*Data provided*:
::::

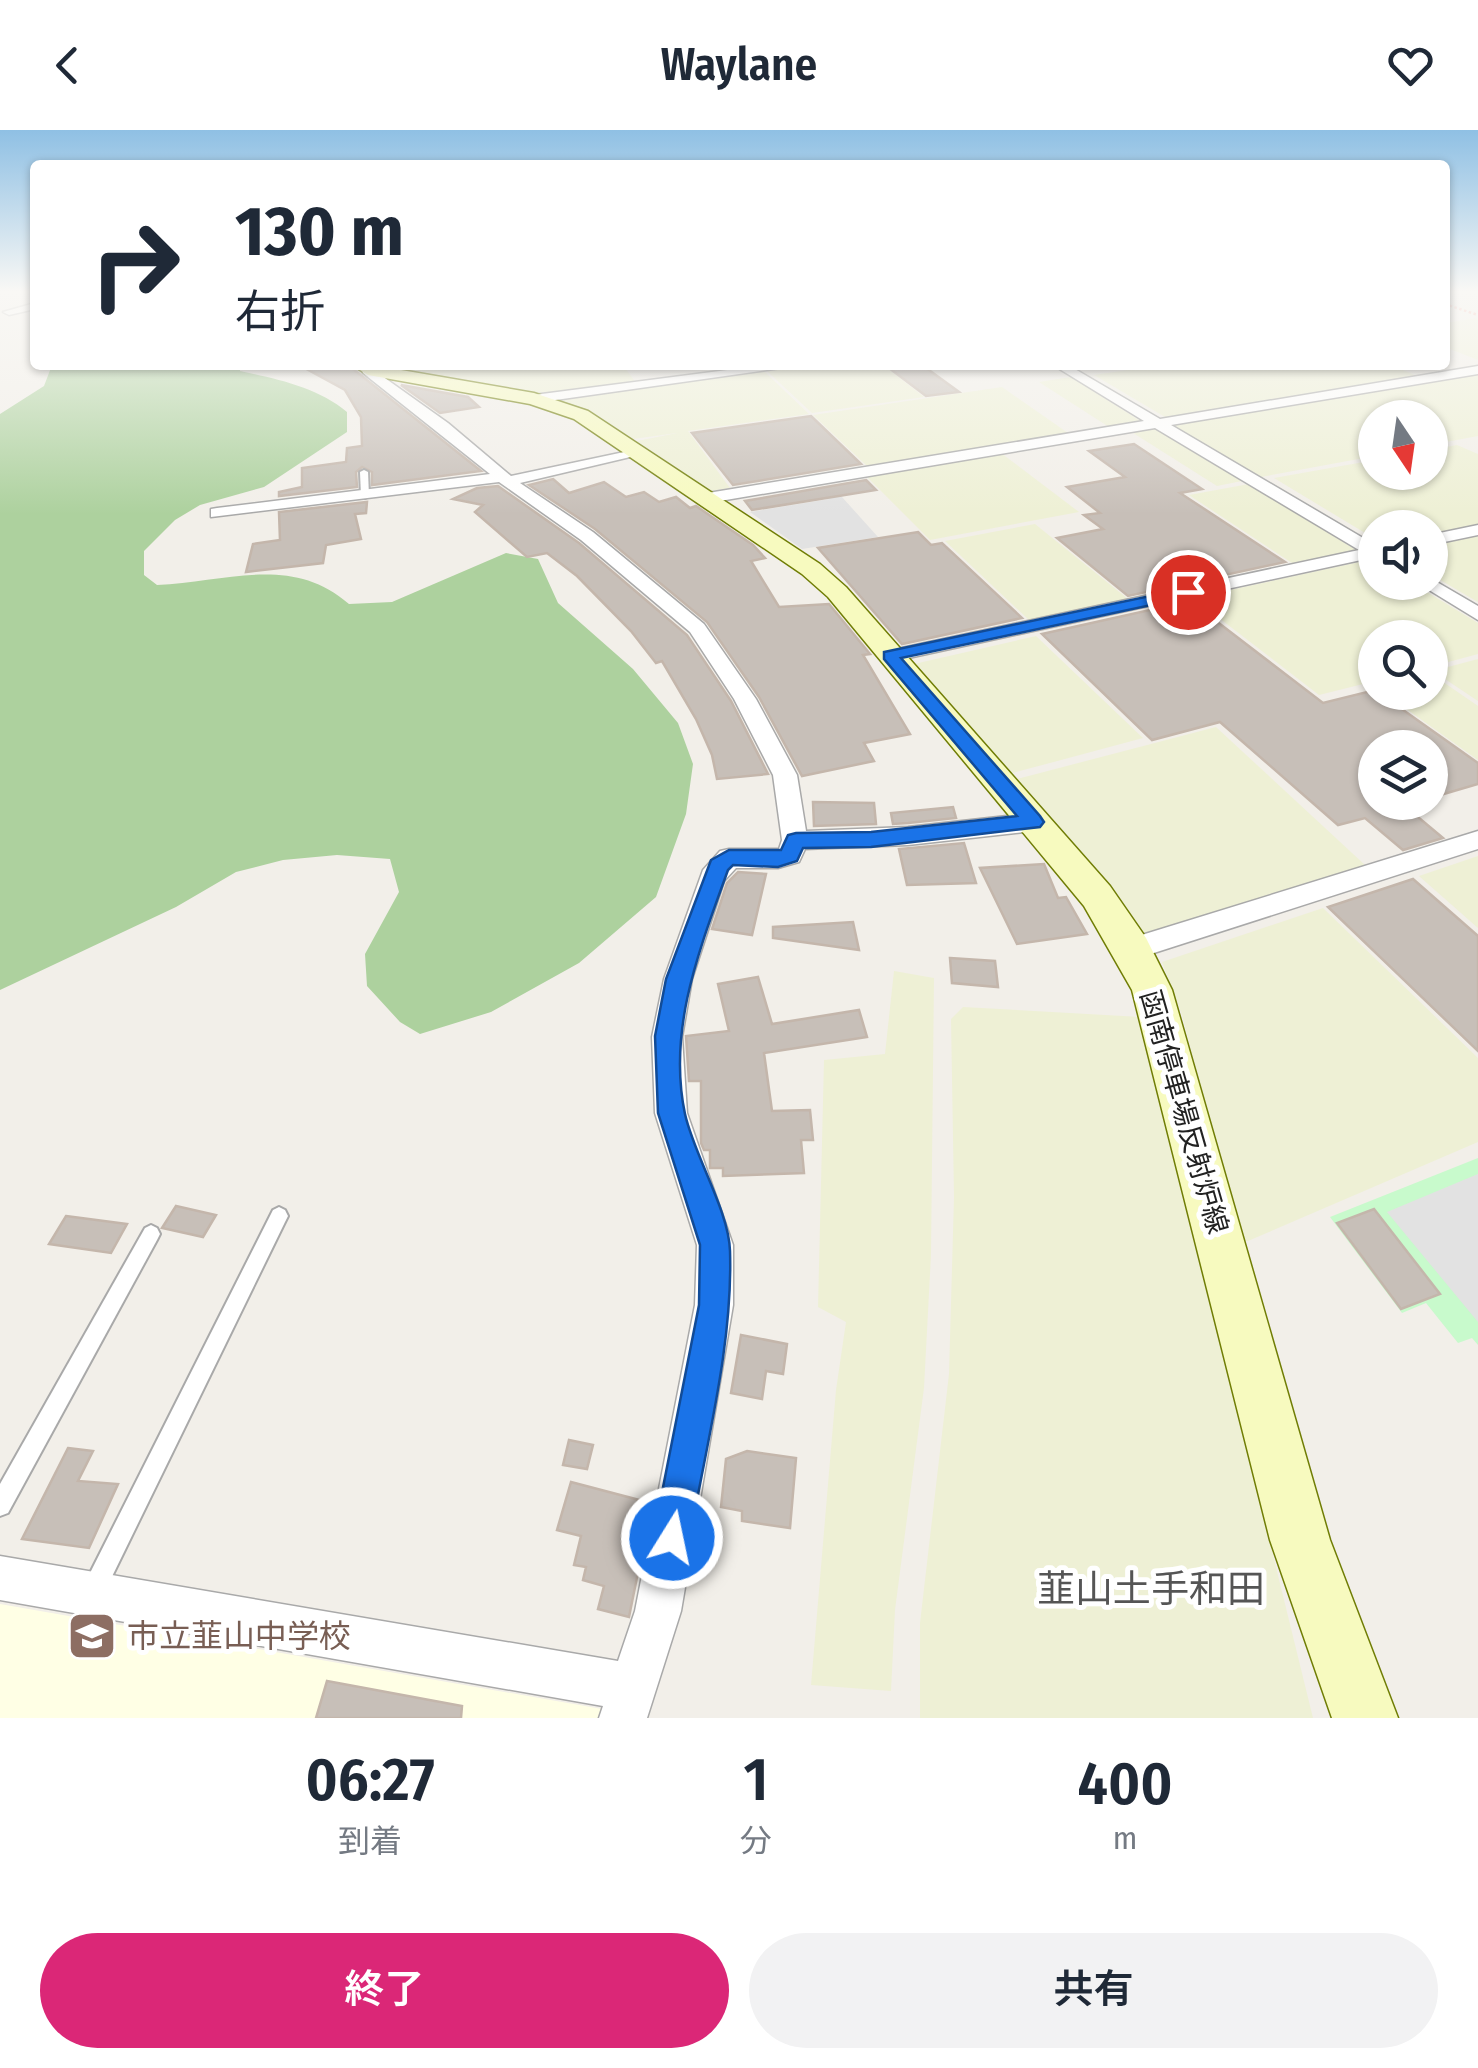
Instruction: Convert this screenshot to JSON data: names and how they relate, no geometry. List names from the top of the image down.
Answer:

::::

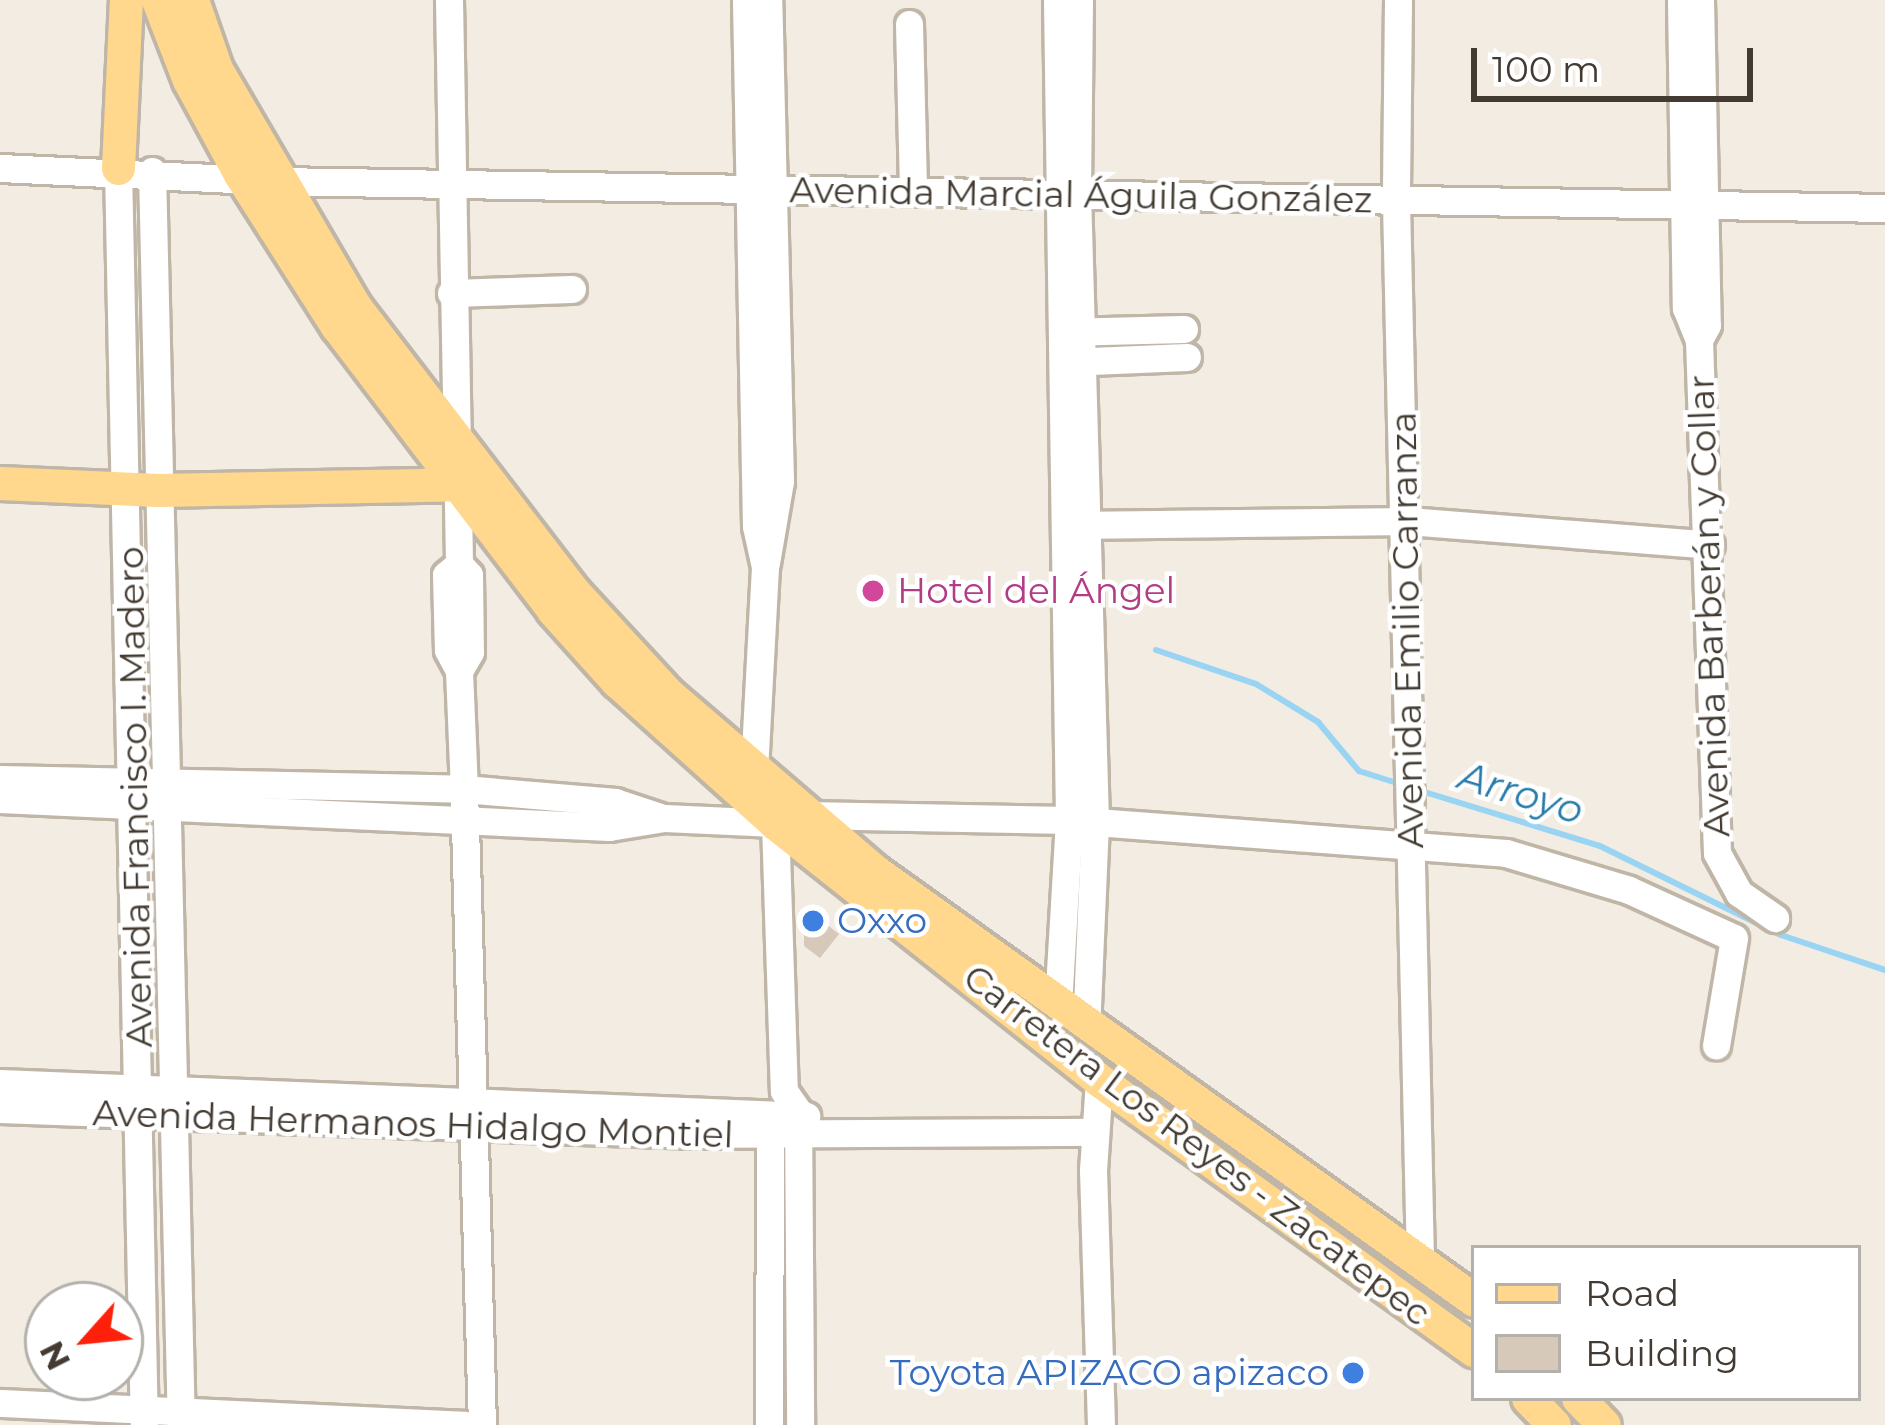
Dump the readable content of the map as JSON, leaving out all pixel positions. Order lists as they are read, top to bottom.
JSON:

::::

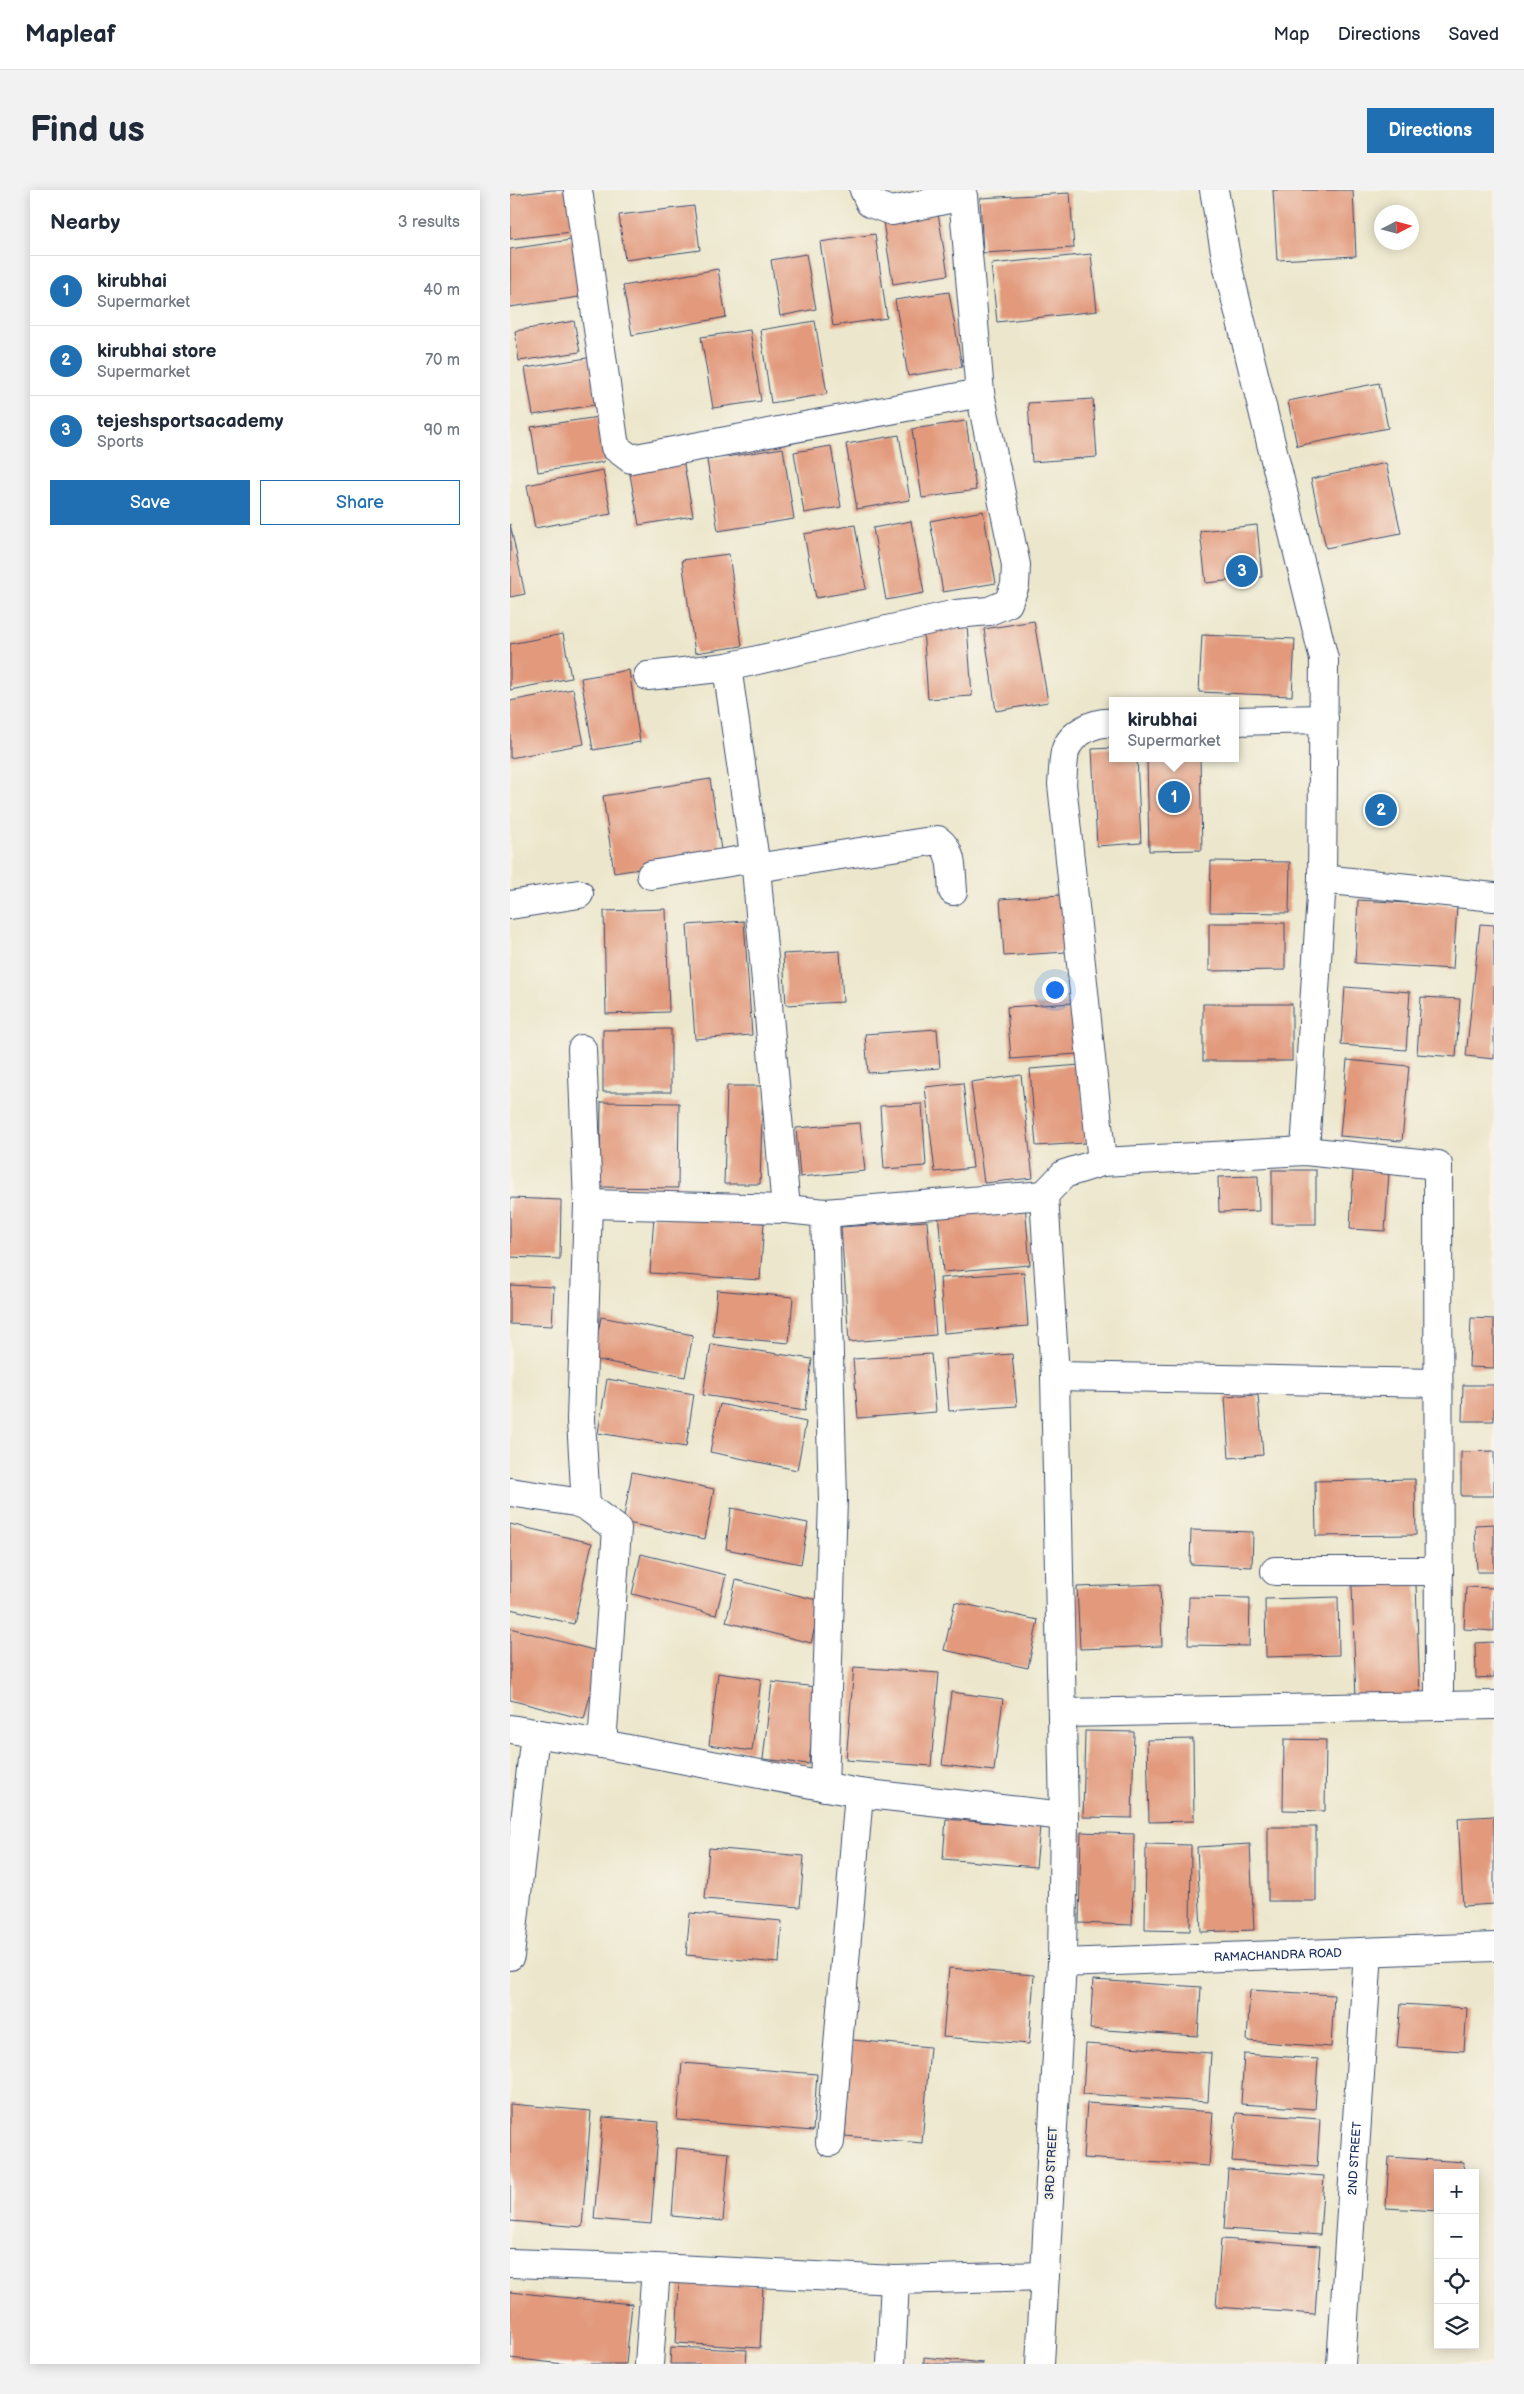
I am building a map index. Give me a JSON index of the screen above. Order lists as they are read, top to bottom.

::::

*What you need to do*: Copy out every line of the listing where the word "JSON" occurs.

*Solution for this task*:
Instruction: Convert this screenshot to JSON data: names and how they relate, no geometry. List names from the top of the image down.
Dump the readable content of the map as JSON, leaving out all pixel positions. Order lists as they are read, top to bottom.
JSON:
I am building a map index. Give me a JSON index of the screen above. Order lists as they are read, top to bottom.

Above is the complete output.